[DATA FOR THE TASK]

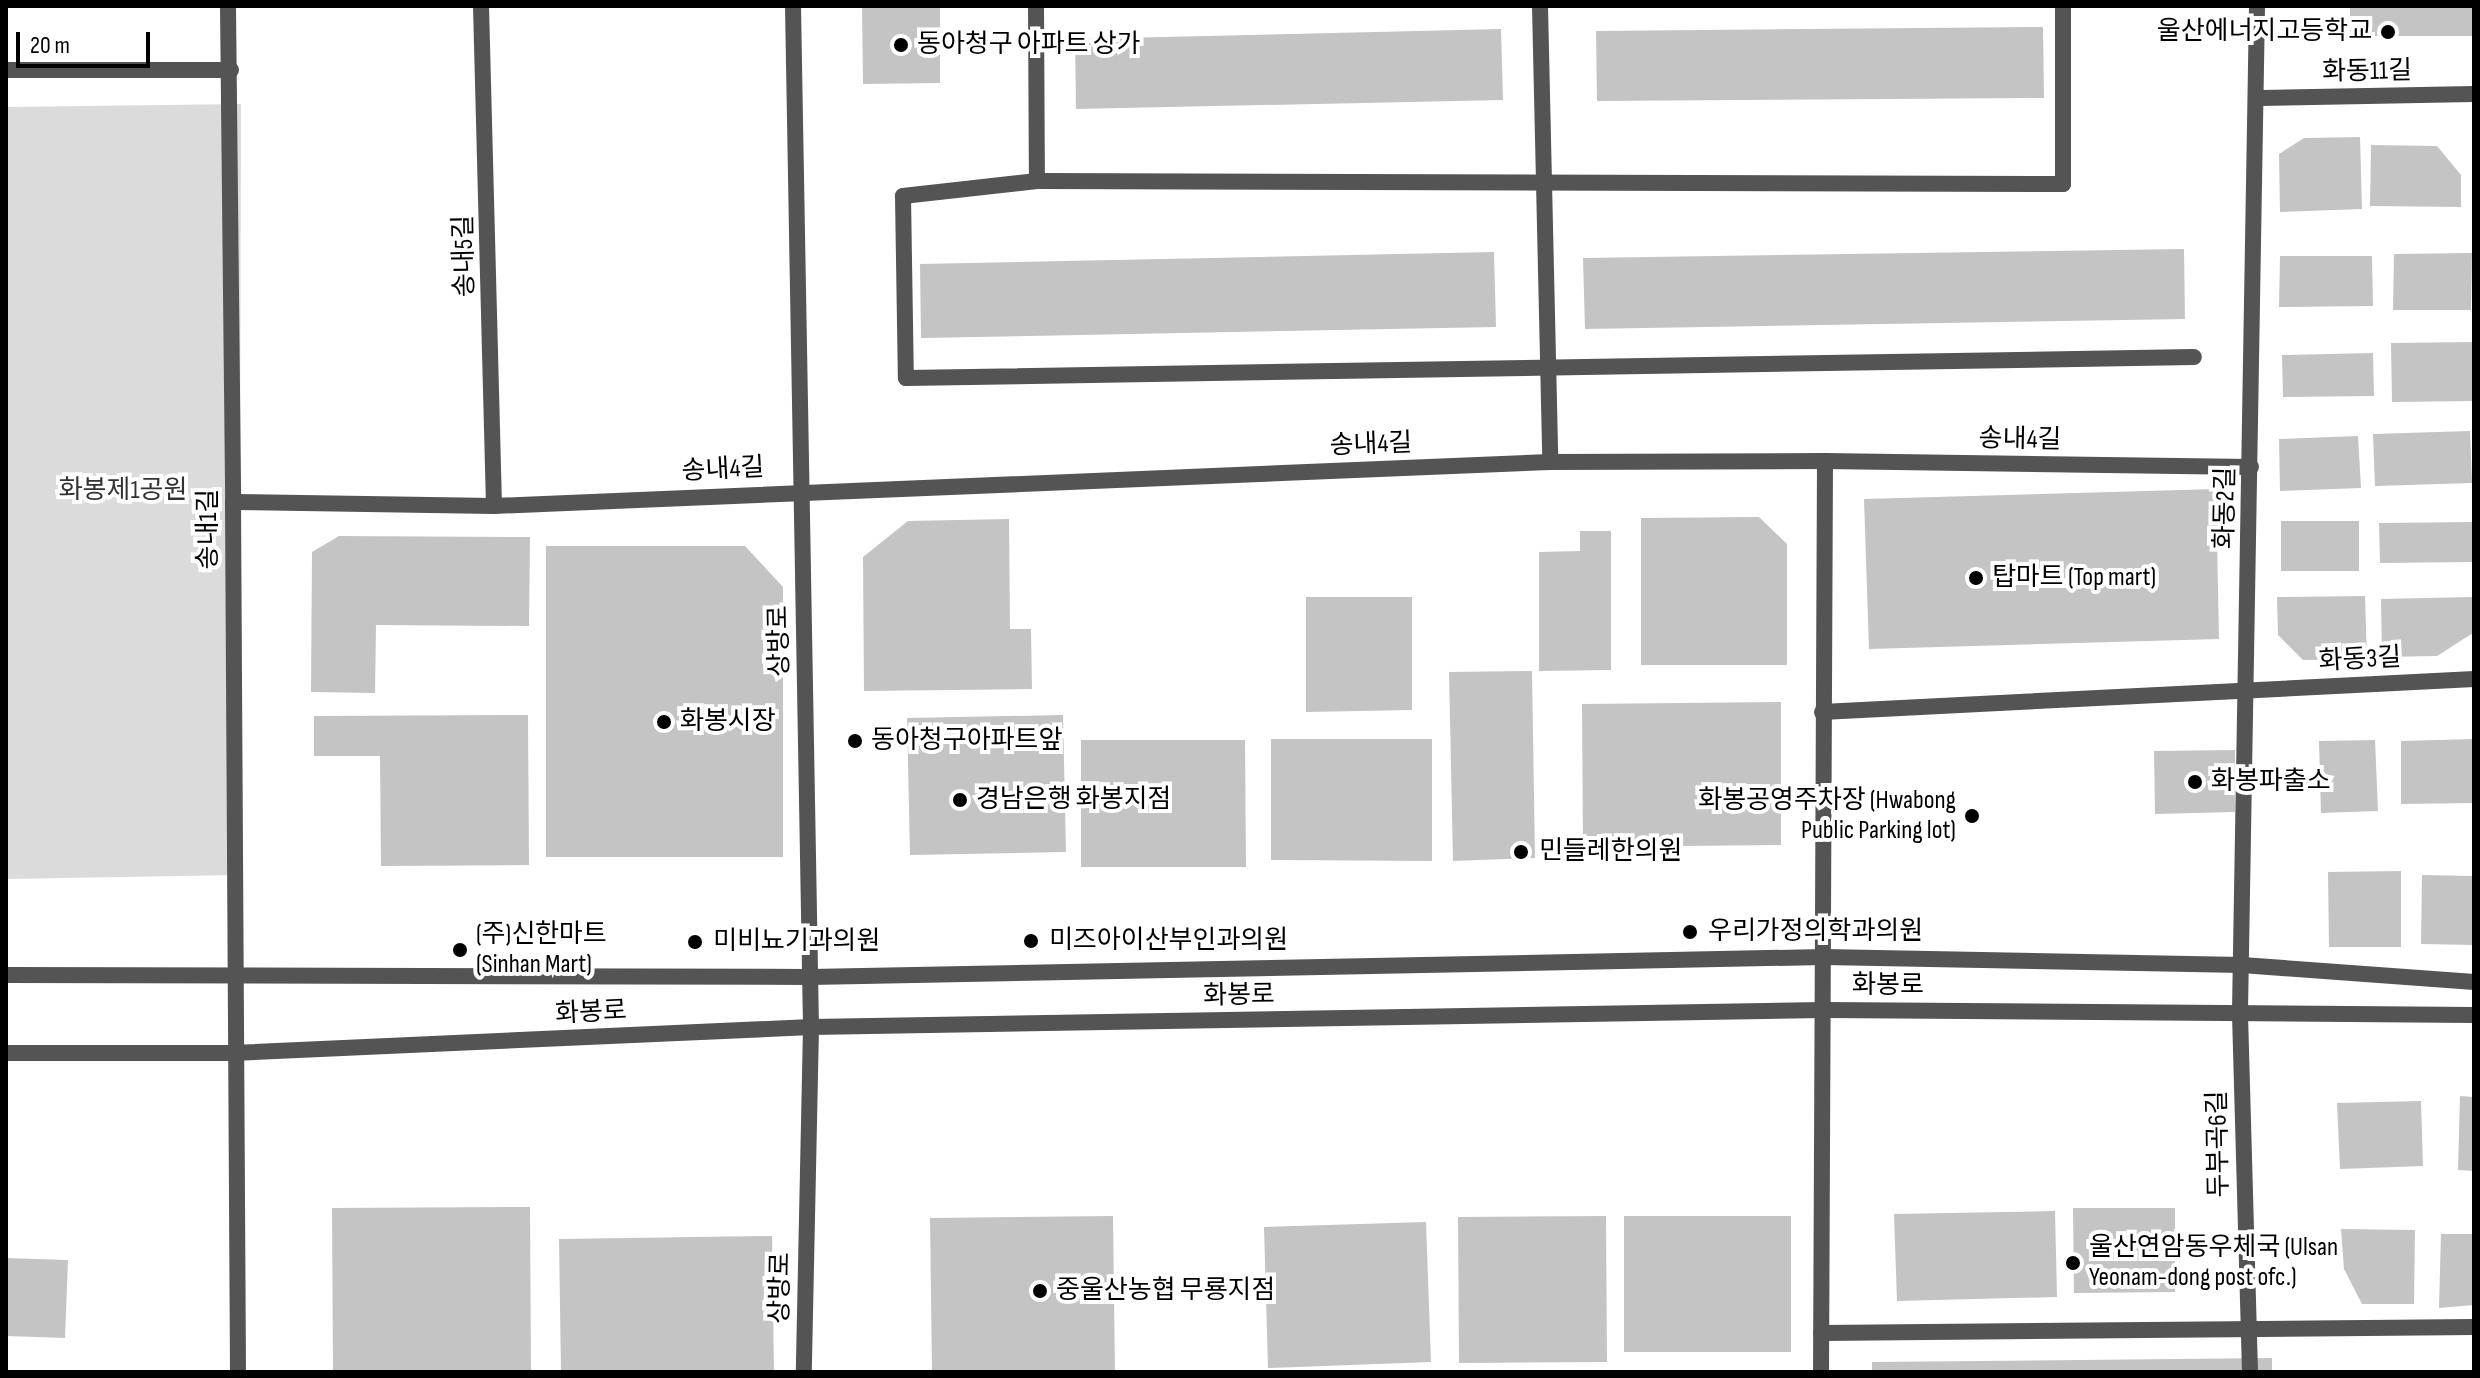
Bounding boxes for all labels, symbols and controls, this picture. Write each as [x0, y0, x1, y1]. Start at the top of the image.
scale bar [20, 16, 154, 66]
place label: 울산에너지고등학교 [2157, 16, 2372, 48]
marker: 울산에너지고등학교 [2379, 23, 2397, 41]
place label: 동아청구 아파트 상가 [917, 29, 1141, 61]
text: 20 m [30, 31, 70, 60]
marker: 동아청구 아파트 상가 [892, 36, 910, 54]
street label: 화동11길 [2322, 56, 2412, 88]
street label: 송내5길 [449, 215, 481, 297]
street label: 송내4길 [1978, 424, 2062, 456]
street label: 송내4길 [1329, 428, 1413, 462]
street label: 송내4길 [681, 452, 765, 488]
street label: 화동2길 [2210, 466, 2242, 550]
park label: 화봉제1공원 [59, 475, 187, 507]
street label: 송내1길 [193, 489, 225, 569]
place label: 탑마트 (Top mart) [1992, 562, 2157, 594]
marker: 탑마트 (Top mart) [1967, 569, 1985, 587]
street label: 상방로 [764, 605, 796, 677]
street label: 화동3길 [2318, 642, 2402, 678]
place label: 화봉시장 [680, 706, 776, 738]
marker: 화봉시장 [655, 713, 673, 731]
place label: 동아청구아파트앞 [871, 725, 1062, 757]
marker: 동아청구아파트앞 [846, 732, 864, 750]
place label: 화봉파출소 [2211, 766, 2331, 798]
marker: 화봉파출소 [2186, 773, 2204, 791]
place label: 경남은행 화봉지점 [976, 784, 1171, 816]
place label: 화봉공영주차장 (Hwabong Public Parking lot) [1698, 785, 1956, 846]
marker: 경남은행 화봉지점 [951, 791, 969, 809]
marker: 화봉공영주차장 (Hwabong Public Parking lot) [1963, 807, 1981, 825]
place label: 민들레한의원 [1539, 836, 1683, 868]
marker: 민들레한의원 [1510, 841, 1532, 863]
place label: 우리가정의학과의원 [1708, 916, 1923, 948]
place label: (주)신한마트 (Sinhan Mart) [476, 919, 607, 980]
marker: 우리가정의학과의원 [1679, 921, 1701, 943]
place label: 미즈아이산부인과의원 [1049, 925, 1288, 957]
place label: 미비뇨기과의원 [713, 926, 880, 958]
marker: 미즈아이산부인과의원 [1020, 930, 1042, 952]
marker: 미비뇨기과의원 [684, 931, 706, 953]
marker: (주)신한마트 (Sinhan Mart) [451, 941, 469, 959]
street label: 화봉로 [1852, 970, 1924, 1002]
street label: 화봉로 [1203, 980, 1275, 1012]
street label: 화봉로 [554, 996, 628, 1030]
street label: 두부곡6길 [2202, 1090, 2236, 1198]
place label: 울산연암동우체국 (Ulsan Yeonam-dong post ofc.) [2089, 1232, 2338, 1294]
street label: 상방로 [765, 1252, 797, 1324]
marker: 울산연암동우체국 (Ulsan Yeonam-dong post ofc.) [2064, 1254, 2082, 1272]
place label: 중울산농협 무룡지점 [1056, 1275, 1275, 1307]
marker: 중울산농협 무룡지점 [1031, 1282, 1049, 1300]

[/DATA FOR THE TASK]

Tell how many lines in the data hold the string "post". Only the number is wanted.

2